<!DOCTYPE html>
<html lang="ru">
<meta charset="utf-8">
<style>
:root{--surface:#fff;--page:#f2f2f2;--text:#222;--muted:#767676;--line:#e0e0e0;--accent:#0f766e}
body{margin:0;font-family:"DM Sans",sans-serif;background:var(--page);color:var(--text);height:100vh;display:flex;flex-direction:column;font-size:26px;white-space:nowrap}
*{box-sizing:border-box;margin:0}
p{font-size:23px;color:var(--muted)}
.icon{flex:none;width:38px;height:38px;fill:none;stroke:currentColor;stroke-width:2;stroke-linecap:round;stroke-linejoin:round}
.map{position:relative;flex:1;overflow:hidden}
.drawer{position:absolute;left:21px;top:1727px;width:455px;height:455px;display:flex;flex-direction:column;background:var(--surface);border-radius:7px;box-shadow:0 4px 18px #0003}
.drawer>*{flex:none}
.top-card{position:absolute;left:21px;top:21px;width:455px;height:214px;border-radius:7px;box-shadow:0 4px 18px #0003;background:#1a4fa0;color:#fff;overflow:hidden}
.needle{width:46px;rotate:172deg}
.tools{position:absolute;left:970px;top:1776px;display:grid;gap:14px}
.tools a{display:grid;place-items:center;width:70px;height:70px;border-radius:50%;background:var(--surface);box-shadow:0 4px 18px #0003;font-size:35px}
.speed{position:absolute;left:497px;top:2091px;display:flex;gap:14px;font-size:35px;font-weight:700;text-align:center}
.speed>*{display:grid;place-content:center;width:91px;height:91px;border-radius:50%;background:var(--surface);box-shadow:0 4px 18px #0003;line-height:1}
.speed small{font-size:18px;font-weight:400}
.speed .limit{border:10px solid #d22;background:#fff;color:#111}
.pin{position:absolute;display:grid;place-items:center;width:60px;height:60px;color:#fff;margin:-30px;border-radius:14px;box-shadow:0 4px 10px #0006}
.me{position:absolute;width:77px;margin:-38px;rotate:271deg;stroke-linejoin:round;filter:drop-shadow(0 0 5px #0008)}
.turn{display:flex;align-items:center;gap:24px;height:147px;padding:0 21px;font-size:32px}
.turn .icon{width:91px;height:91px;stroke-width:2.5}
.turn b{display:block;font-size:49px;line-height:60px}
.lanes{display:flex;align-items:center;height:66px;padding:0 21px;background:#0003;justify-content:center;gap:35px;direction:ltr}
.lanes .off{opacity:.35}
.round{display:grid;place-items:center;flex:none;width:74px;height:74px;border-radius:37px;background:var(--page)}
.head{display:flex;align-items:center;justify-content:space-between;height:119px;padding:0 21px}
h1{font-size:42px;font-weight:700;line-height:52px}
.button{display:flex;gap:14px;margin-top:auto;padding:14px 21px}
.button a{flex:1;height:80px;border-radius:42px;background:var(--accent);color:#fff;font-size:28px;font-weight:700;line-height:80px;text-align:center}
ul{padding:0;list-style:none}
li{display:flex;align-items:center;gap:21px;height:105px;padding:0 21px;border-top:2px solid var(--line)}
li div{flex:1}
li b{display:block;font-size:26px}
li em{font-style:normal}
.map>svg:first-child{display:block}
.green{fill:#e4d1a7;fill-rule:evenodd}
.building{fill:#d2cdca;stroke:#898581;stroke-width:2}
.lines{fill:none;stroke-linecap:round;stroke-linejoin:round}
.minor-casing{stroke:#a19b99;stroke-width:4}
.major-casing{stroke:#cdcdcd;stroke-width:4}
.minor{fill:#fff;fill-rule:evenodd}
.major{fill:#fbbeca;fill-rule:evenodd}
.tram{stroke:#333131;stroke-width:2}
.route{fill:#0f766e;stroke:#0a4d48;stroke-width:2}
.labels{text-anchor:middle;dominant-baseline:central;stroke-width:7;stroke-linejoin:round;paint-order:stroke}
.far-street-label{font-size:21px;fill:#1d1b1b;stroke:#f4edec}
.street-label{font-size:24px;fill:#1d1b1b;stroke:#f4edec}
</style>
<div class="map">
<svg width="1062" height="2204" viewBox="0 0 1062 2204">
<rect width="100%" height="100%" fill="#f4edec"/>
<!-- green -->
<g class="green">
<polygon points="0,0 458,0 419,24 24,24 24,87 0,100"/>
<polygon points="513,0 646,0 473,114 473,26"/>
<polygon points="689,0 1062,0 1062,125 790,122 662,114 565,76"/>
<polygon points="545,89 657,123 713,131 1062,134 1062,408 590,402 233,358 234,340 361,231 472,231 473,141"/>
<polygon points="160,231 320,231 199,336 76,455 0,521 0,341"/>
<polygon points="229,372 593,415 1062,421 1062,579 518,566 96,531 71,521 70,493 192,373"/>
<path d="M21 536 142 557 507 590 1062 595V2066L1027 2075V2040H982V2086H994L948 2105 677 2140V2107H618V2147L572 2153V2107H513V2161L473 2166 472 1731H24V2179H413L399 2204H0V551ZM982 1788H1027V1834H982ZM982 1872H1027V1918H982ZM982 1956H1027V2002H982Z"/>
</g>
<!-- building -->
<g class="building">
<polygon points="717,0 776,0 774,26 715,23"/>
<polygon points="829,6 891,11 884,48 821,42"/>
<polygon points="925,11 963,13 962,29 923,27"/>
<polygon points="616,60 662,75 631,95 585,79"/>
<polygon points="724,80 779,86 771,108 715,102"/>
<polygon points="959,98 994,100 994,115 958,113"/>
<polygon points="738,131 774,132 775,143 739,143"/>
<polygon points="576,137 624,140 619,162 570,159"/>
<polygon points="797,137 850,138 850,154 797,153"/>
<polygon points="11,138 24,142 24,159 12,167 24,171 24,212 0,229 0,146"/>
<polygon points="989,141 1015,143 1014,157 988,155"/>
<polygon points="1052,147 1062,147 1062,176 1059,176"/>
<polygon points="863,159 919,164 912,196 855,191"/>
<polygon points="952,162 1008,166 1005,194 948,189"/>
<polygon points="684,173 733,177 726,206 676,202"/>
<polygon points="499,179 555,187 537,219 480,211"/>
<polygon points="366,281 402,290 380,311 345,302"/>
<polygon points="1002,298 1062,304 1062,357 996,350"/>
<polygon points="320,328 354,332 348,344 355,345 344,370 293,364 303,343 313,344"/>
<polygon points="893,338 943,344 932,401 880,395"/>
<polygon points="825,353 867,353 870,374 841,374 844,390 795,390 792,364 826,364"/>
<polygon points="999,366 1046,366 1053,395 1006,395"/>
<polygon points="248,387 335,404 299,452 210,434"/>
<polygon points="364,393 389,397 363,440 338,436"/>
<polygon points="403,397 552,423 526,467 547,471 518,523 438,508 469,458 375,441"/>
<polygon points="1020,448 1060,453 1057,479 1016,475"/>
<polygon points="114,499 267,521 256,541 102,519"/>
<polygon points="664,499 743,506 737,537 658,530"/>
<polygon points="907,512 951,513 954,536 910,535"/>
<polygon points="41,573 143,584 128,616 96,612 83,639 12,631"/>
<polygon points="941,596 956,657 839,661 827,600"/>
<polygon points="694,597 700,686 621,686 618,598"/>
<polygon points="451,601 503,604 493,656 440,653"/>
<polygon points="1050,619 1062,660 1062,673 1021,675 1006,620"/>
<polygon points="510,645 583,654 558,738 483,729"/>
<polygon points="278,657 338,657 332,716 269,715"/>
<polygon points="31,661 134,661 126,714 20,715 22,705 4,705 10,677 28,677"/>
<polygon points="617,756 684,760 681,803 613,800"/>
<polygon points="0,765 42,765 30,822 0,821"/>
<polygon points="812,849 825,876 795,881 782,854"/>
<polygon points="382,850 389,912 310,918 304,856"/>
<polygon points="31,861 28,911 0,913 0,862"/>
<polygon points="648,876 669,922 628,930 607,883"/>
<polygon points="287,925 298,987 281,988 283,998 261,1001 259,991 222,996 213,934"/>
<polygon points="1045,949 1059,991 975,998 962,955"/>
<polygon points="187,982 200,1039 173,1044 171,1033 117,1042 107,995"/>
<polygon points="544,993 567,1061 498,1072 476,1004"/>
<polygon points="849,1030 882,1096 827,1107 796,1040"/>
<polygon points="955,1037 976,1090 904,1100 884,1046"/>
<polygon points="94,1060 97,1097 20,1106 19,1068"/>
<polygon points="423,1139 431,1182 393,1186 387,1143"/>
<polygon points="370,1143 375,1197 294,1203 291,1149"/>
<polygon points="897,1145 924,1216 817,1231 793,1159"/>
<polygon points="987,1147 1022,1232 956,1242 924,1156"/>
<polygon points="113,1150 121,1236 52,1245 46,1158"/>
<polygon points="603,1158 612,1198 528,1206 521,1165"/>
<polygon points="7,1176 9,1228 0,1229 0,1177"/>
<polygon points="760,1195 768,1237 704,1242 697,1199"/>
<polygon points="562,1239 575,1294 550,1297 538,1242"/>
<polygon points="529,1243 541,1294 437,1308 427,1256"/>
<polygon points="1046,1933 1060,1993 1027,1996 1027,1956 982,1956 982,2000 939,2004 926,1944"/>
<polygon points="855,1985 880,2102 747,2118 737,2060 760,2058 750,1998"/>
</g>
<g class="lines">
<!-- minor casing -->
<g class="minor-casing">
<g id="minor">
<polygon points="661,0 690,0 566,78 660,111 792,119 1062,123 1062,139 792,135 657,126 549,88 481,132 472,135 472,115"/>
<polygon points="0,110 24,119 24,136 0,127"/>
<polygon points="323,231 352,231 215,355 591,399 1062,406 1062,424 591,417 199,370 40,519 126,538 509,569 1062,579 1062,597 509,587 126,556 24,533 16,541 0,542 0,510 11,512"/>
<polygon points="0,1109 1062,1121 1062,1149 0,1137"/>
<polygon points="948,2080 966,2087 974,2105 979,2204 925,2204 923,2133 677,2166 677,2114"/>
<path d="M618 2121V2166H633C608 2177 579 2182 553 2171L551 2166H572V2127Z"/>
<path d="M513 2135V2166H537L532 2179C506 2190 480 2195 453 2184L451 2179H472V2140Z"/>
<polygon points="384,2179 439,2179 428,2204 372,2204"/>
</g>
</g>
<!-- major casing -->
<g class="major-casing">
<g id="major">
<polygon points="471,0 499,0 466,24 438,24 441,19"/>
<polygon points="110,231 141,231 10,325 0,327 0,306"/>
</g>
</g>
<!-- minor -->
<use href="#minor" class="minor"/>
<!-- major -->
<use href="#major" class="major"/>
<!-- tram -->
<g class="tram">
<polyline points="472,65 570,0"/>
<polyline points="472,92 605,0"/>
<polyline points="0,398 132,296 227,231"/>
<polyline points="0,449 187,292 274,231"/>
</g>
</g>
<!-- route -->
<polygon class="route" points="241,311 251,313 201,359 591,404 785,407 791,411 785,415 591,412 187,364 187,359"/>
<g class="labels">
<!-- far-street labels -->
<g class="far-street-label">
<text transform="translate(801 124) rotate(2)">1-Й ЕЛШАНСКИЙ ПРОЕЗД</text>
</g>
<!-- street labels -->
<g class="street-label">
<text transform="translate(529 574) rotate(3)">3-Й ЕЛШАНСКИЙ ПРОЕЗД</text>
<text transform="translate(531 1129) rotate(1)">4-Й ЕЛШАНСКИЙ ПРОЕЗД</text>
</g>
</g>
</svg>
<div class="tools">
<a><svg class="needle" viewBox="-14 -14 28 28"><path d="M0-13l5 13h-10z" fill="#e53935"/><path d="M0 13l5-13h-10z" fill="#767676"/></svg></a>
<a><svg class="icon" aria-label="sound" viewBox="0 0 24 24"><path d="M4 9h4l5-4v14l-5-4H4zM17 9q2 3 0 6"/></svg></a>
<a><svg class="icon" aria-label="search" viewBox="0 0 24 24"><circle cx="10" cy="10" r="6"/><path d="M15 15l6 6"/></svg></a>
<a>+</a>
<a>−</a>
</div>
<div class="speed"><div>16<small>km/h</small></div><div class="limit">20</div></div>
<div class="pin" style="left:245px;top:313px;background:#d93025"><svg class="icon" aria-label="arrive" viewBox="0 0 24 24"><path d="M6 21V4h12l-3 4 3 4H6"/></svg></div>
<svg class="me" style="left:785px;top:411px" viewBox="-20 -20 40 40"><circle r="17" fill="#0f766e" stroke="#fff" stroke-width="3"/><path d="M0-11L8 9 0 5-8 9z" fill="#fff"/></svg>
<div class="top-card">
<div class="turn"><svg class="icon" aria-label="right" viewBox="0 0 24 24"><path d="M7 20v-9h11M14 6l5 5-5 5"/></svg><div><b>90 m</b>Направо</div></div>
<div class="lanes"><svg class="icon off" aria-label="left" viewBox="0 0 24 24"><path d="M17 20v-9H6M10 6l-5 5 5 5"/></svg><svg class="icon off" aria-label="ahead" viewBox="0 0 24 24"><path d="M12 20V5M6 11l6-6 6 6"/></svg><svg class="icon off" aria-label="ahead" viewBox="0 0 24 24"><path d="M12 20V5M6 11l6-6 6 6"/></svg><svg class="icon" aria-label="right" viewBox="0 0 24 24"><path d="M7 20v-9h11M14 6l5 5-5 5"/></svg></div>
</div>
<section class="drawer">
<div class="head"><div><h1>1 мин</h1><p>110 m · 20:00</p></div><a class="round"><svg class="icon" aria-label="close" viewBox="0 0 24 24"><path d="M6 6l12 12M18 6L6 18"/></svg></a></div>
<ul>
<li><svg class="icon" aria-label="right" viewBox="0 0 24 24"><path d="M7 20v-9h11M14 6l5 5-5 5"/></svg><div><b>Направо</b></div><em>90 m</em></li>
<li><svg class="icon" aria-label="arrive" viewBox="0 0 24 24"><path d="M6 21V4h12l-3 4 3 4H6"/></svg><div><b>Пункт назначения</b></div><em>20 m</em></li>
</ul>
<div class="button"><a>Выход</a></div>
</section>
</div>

········

Assigned task: Please state the number of lines in the data above that hold the word "small", without any other text.

Result for this exercise: 2